Let's assume that weight of debt in capital is W, so weight of equity in capital will be 1-W

1.8 = W/(1-W)
1.8 - 1.8W = W
W = 1.8/2.8 = 0.6428 or 64.28%, which is weight of debt in the capital.
Equity in capital = 1 -0.6428 = 0.3572 or 35.72%

a) WACC = (wd x rd) + (we x ke)
=> 0.083 = (0.6428 x 0.063) + (0.3572 x ke)
=> ke = (0.083 - 0.040490)/0.3572 = 0.1190 or 11.90%

b) To answer this part, we need beta of the firm. Please provide.

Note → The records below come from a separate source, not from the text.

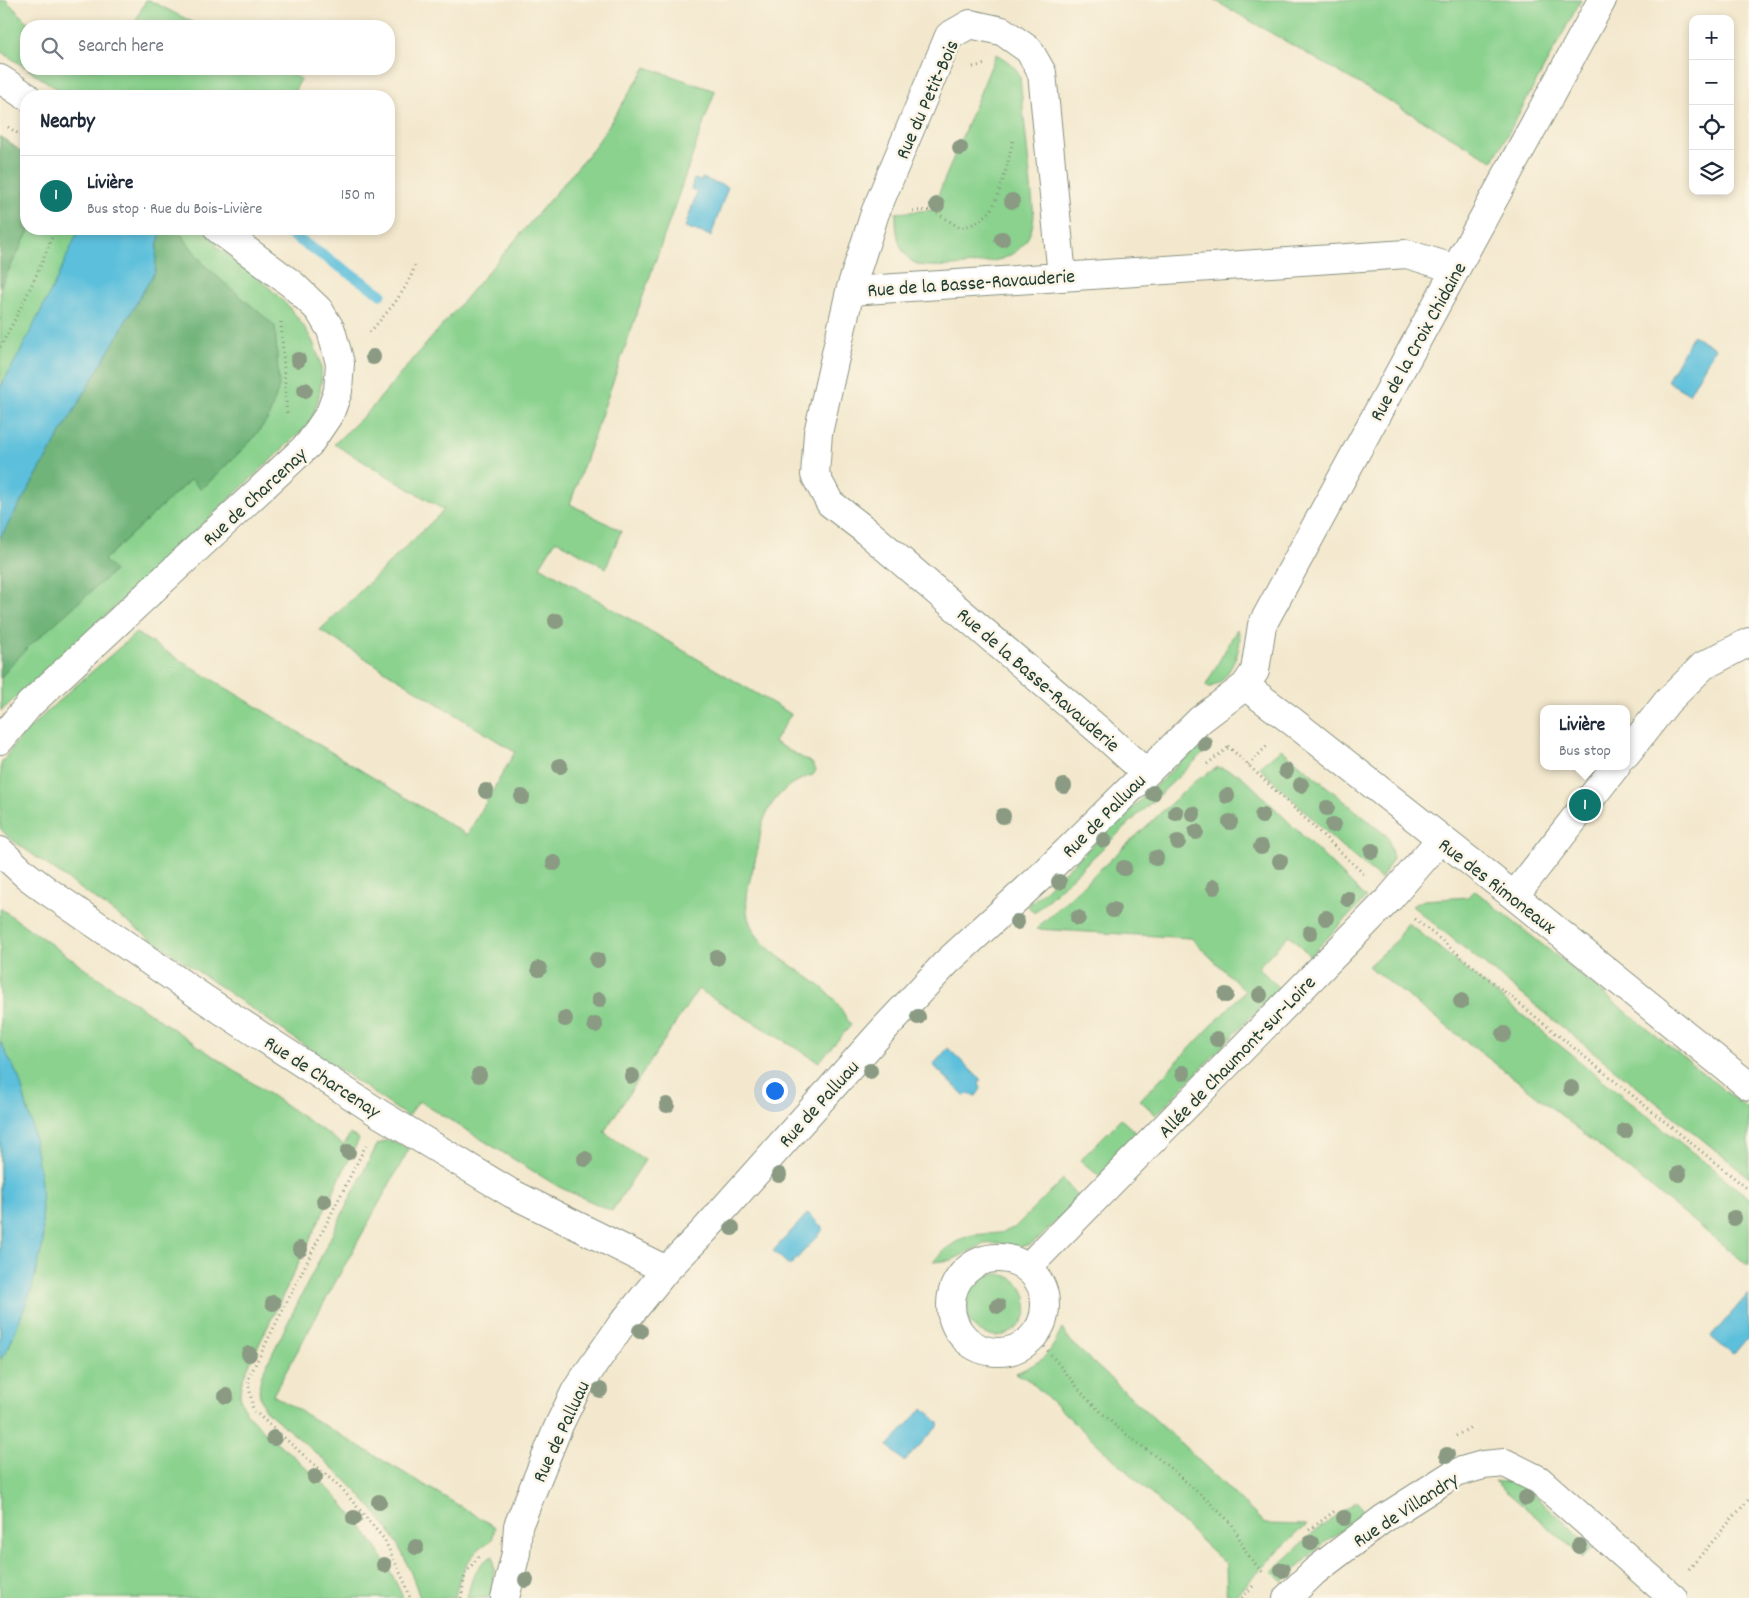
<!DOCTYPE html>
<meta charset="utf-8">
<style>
:root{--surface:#fff;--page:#f2f2f3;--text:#1f2937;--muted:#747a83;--line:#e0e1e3;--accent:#0f766e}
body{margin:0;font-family:Dekko,sans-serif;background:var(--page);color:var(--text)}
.controls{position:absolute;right:15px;top:15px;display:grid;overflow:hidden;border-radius:10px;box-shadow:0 2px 8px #0003}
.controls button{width:45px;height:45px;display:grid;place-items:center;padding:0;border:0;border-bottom:1px solid var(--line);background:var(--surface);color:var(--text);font:25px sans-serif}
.you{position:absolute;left:774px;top:1090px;width:18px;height:18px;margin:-12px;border:4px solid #fff;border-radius:50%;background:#1a73e8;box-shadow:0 0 0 8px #1a73e833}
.badge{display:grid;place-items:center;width:32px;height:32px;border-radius:50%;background:var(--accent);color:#fff;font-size:16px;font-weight:700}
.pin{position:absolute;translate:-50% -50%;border:2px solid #fff;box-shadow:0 1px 5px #0006}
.popup{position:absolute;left:1540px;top:705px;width:90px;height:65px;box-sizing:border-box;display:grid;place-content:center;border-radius:10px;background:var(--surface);filter:drop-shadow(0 1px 4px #0005);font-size:16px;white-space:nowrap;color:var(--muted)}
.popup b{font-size:19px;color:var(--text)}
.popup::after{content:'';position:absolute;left:50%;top:100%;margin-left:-10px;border:10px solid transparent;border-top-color:var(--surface)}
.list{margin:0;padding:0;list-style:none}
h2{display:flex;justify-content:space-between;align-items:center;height:65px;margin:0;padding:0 20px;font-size:21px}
h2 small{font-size:16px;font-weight:400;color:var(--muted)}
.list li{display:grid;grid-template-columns:32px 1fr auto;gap:15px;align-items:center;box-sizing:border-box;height:80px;padding:0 20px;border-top:1px solid var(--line)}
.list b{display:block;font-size:19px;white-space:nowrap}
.list p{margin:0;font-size:16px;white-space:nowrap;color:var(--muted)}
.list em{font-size:16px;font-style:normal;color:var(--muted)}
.icon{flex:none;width:28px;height:28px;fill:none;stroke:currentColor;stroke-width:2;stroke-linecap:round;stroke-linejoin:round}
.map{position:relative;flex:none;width:1749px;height:1598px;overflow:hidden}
.search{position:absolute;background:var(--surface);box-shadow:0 2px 8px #0003;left:20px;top:20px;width:375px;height:55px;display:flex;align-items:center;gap:12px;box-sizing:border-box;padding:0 18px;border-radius:20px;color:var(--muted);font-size:19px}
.panel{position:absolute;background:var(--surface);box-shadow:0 2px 8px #0003;left:20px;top:90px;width:375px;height:145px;border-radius:20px}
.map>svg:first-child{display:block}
.green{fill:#8ad28e;stroke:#548861}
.forest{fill:#6fb479;stroke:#477856}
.water{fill:#5cbfdb;stroke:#3e7e88}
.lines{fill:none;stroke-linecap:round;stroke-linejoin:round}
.stream{stroke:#5cbfdb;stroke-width:11}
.minor-casing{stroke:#899280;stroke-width:30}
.path{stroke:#899280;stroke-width:3;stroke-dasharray:1 4;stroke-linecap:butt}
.minor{stroke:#fff;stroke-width:28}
.tree{fill:#8a9a83}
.labels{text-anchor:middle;stroke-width:5;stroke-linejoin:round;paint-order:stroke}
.street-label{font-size:20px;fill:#1f3d34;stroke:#fcf5e5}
</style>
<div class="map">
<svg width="1749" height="1598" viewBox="0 0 1749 1598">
<rect width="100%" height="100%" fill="#fcf5e5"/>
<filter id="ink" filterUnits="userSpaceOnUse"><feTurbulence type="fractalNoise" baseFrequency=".02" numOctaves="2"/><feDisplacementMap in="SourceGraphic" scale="10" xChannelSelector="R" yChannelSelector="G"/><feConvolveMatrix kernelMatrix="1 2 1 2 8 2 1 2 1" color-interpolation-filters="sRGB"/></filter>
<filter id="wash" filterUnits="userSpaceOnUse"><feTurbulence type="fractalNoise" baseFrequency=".0096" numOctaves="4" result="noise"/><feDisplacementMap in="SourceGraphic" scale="20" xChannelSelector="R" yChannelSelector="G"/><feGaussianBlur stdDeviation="1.12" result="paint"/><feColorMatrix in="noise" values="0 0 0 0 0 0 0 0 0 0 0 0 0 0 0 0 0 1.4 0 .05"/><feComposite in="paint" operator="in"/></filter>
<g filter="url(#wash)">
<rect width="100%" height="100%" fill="#f3e8cd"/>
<path class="green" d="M0 0H6L26 21 35 26H26V68L0 51Z
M146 0H149L200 26H133Z
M1214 0H1581L1493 161Z
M996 54C1006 60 1017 66 1020 78L1034 216C1033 230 1027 244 1015 252 1009 256 1004 259 997 260 982 264 924 271 913 262 897 250 896 231 896 213L932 210Z
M646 67 715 91 570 504 621 531 606 568 556 540 540 566 791 714 774 742 812 763 816 770 813 775C784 783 763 807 760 837 757 862 744 887 747 912 752 951 805 969 829 994 838 1002 844 1015 851 1025L819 1062 698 989 604 1132 645 1160 612 1211 559 1187 419 1101 408 1117 154 941 8 837 0 828 1 764 17 741 55 704 136 633 467 835 515 752 320 630 444 510 334 444 368 412 594 148Z
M27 69H281L301 79 292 96H68Z
M0 136 26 155V229H224L216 246C256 275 313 316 321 368 323 387 317 407 309 424L85 635 1 711Z
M1237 629C1246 642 1231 671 1222 680 1218 684 1213 686 1208 688L1206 685Z
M1205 739 1211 746 1034 913 1028 906Z
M1281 749 1388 837 1393 858 1381 879 1344 849 1259 767Z
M1218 767 1241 775 1366 898 1310 956 1289 935 1258 967 1279 988 1156 1115 1140 1100 1245 991 1191 938 1036 929 1195 781Z
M1474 890 1749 1110V1177L1412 906 1424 900 1468 897Z
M0 908 110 986 344 1145 350 1134 359 1139 249 1365C238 1389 235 1400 253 1420 271 1439 292 1454 311 1472 350 1508 382 1548 403 1598H0Z
M1407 922 1749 1198V1266L1527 1088 1368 966 1396 941Z
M1121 1119 1138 1135 1100 1177 1080 1160Z
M387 1140 395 1142 409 1149 273 1395 495 1527 492 1540C470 1552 459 1573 455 1598H420C414 1580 407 1562 398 1545 368 1493 310 1448 265 1410 258 1397 258 1387 262 1374L377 1145Z
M1063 1179 1078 1197 1042 1236 1029 1245 1015 1246 1000 1243 984 1244 952 1260 933 1262 944 1250 961 1239 972 1235 999 1233 1014 1228Z
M965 1305a31 31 0 1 1 62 0a31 31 0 1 1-62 0Z
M1062 1329 1073 1344 1184 1446 1265 1524 1307 1525 1280 1549 1233 1598H1227L1226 1564 1030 1381 1016 1373C1043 1361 1049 1356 1062 1329Z
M1494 1481 1512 1483 1529 1491 1592 1547 1583 1557Z
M1357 1501 1365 1514 1324 1543 1282 1582 1272 1572 1314 1532Z
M493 1556 494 1571 490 1598H467C471 1581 475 1564 493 1556Z"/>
<path class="forest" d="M0 136 26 155V229H30L0 287Z
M162 229H177L205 266 275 326 279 387 268 419 251 441 201 490 191 479 104 560 114 571 26 649 0 678V538L155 271 157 246Z"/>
<path class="water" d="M702 178 728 187 711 236 685 227 697 192 691 189 694 179 701 181Z
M79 229H162L157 246 155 271 0 538V388L19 354 57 279Z
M1693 335 1715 348 1689 394 1667 381Z
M0 1041 19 1078 32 1125 41 1182 43 1244 32 1288 9 1347 0 1360Z
M948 1048 981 1080 979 1082 981 1089 976 1096 967 1094 965 1096 933 1065Z
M808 1213 824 1229 790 1266 773 1251Z
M1748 1294 1749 1336 1733 1355 1711 1337Z
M923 1408 940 1424 904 1462 888 1446Z"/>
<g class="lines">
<path class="stream" d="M283 229 381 294"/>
</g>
</g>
<g filter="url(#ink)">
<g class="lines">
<defs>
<path id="minor" d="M0 79 26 96
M850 291 875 213 949 36 970 24 1002 31 1029 50 1042 73 1062 276
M1245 686 1292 721 1514 896 1749 1086
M0 740 30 704 309 444 330 413 338 391 340 363 331 330 319 310 293 285 218 229
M1626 754 1667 702 1703 666 1749 642
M1146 773 1101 732 865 530 830 503 815 475 818 433 850 291 1407 254 1456 269
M0 851 26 875 46 890 206 1000 380 1114 511 1193 666 1270
M1514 896 1616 766
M951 1305a47 47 0 1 1 94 0a47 47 0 1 1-94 0Z
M1027 1268 1390 898 1440 840
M505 1598 516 1553 518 1526 559 1425 576 1390 622 1324 666 1270 704 1231 884 1029 946 963 1048 870 1200 720 1245 686 1255 671 1262 625 1602 0
M1287 1598 1315 1571 1383 1519 1455 1473 1483 1465 1505 1463 1539 1480 1673 1598"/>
</defs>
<use href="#minor" class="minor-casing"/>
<path class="path" d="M973 67 986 64
M8 127 26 139
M913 211 932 210 960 228C971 226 983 220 990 211 1000 197 1010 156 1013 139
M281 322 287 416
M370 332C389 310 408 290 416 262
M0 347C21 309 40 270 55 229
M1228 746 1366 876
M1207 764 1229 747
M1248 765 1268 745
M1415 919 1749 1190
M366 1145 248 1379 253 1410 343 1490 384 1539 406 1585 410 1598
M1035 1335 1087 1399 1118 1428 1163 1462 1207 1500 1232 1524 1247 1554 1264 1574
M1456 1436 1471 1427
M1309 1530 1336 1510
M1689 1569 1749 1499
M461 1598 465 1574 479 1556
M1242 1598 1255 1584"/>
<use href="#minor" class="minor"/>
</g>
<g class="tree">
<circle cx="960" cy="148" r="8"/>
<circle cx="1012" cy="201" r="8"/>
<circle cx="937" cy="205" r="8"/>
<circle cx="1002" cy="239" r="8"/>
<circle cx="373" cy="357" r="8"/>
<circle cx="298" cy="360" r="8"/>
<circle cx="305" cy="390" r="8"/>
<circle cx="556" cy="621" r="8"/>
<circle cx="1205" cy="744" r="8"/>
<circle cx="560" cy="766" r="8"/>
<circle cx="1286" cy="771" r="8"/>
<circle cx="1301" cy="785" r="8"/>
<circle cx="1064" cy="786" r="8"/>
<circle cx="486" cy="791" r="8"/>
<circle cx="1153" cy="793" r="8"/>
<circle cx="1227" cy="796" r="8"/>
<circle cx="522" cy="797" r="8"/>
<circle cx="1327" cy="808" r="8"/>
<circle cx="1176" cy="813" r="8"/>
<circle cx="1193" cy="814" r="8"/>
<circle cx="1003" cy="816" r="8"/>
<circle cx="1262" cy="816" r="8"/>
<circle cx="1230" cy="822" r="8"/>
<circle cx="1333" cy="825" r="8"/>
<circle cx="1196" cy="832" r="8"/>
<circle cx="1104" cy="840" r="8"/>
<circle cx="1178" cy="842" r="8"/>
<circle cx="1261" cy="847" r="8"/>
<circle cx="1372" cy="851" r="8"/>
<circle cx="1156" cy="858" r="8"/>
<circle cx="1280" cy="861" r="8"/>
<circle cx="554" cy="863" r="8"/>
<circle cx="1124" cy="868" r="8"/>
<circle cx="1059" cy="882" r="8"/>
<circle cx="1214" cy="887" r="8"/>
<circle cx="1348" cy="899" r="8"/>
<circle cx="1113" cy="910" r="8"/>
<circle cx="1078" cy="918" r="8"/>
<circle cx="1326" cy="918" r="8"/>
<circle cx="1017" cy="922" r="8"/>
<circle cx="1310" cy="933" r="8"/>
<circle cx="717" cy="958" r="8"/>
<circle cx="597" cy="960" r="8"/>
<circle cx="539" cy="969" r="8"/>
<circle cx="1226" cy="995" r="8"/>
<circle cx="1260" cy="995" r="8"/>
<circle cx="599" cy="1000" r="8"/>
<circle cx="1461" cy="1001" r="8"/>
<circle cx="918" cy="1017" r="8"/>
<circle cx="565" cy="1019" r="8"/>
<circle cx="595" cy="1025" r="8"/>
<circle cx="1504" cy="1034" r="8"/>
<circle cx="1217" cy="1039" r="8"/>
<circle cx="870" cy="1071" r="8"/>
<circle cx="1183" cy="1073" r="8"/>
<circle cx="479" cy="1075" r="8"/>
<circle cx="632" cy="1076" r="8"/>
<circle cx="1571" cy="1088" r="8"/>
<circle cx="667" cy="1105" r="8"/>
<circle cx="1625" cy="1131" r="8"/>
<circle cx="348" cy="1152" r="8"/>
<circle cx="585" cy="1159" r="8"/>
<circle cx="1679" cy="1174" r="8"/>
<circle cx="779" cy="1175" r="8"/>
<circle cx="324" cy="1201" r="8"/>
<circle cx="1734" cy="1218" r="8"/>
<circle cx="732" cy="1228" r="8"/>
<circle cx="300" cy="1249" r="8"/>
<circle cx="273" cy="1303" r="8"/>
<circle cx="998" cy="1306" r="8"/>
<circle cx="640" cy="1331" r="8"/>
<circle cx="249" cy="1354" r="8"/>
<circle cx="600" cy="1390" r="8"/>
<circle cx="226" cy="1396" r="8"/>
<circle cx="274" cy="1438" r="8"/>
<circle cx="1447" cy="1455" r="8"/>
<circle cx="315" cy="1477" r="8"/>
<circle cx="1526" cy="1498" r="8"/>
<circle cx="379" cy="1502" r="8"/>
<circle cx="354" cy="1518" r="8"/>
<circle cx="1344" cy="1518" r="8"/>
<circle cx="1311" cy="1543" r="8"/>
<circle cx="1579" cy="1546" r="8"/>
<circle cx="416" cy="1547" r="8"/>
<circle cx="384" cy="1565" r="8"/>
<circle cx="1282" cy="1570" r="8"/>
<circle cx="526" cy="1580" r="8"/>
</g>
</g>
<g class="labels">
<g class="street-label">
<text transform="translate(926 99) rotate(-66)" y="7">Rue du Petit-Bois</text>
<text transform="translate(971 282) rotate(-4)" y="7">Rue de la Basse-Ravauderie</text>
<text transform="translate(1417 341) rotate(-61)" y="7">Rue de la Croix Chidaine</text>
<text transform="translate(254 496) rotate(-43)" y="7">Rue de Charcenay</text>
<text transform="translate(1039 679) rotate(41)" y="7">Rue de la Basse-Ravauderie</text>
<text transform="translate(1103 815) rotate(-45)" y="7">Rue de Palluau</text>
<text transform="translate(1498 885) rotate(38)" y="7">Rue des Rimoneaux</text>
<text transform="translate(1236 1056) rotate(-46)" y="7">Allée de Chaumont-sur-Loire</text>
<text transform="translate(323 1076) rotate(33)" y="7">Rue de Charcenay</text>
<text transform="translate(818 1103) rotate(-48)" y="7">Rue de Palluau</text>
<text transform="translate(560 1431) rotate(-65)" y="7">Rue de Palluau</text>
<text transform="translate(1405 1509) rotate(-33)" y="7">Rue de Villandry</text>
</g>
</g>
</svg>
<div class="controls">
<button>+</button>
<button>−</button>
<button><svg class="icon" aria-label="locate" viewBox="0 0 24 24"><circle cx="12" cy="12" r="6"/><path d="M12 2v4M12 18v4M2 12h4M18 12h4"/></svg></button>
<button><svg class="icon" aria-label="layers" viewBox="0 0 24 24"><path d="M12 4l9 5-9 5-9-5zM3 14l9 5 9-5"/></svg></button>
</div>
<div class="you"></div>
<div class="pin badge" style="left:1585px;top:805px">1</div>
<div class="popup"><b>Livière</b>Bus stop</div>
<div class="search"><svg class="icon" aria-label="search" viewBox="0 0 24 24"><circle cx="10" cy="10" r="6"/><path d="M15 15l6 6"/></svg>Search here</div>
<section class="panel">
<h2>Nearby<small></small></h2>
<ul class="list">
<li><span class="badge">1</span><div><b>Livière</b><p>Bus stop · Rue du Bois-Livière</p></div><em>150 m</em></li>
</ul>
</section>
</div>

c) Debt-Equity ratio of 2 means that weight of debt in the capital is 66.67% (2/3) and weight of equity is 33.33% (1/3)
WACC = (wd x rd) + (we x ke)
=> 0.083 = (0.6667 x 0.063) + (0.3333 x ke)
=> ke = (0.083 - 0.0420021)/0.3333 = 0.1230 or 12.30%

d) Debt-Equity ratio of 1 means that weight of debt in the capital is 50% (1/2) and weight of equity is also 50% (1/2)
WACC = (wd x rd) + (we x ke)
=> 0.083 = (0.5 x 0.063) + (0.5 x ke)
=> ke = (0.083 - 0.0315)/0.5 = 0.1030 or 10.30%

e) Debt-Equity ratio of 0 meant that there is no debt in the capital. In such scenario, Cost of Equity will be equal to WACC. So, it will be 8.3%.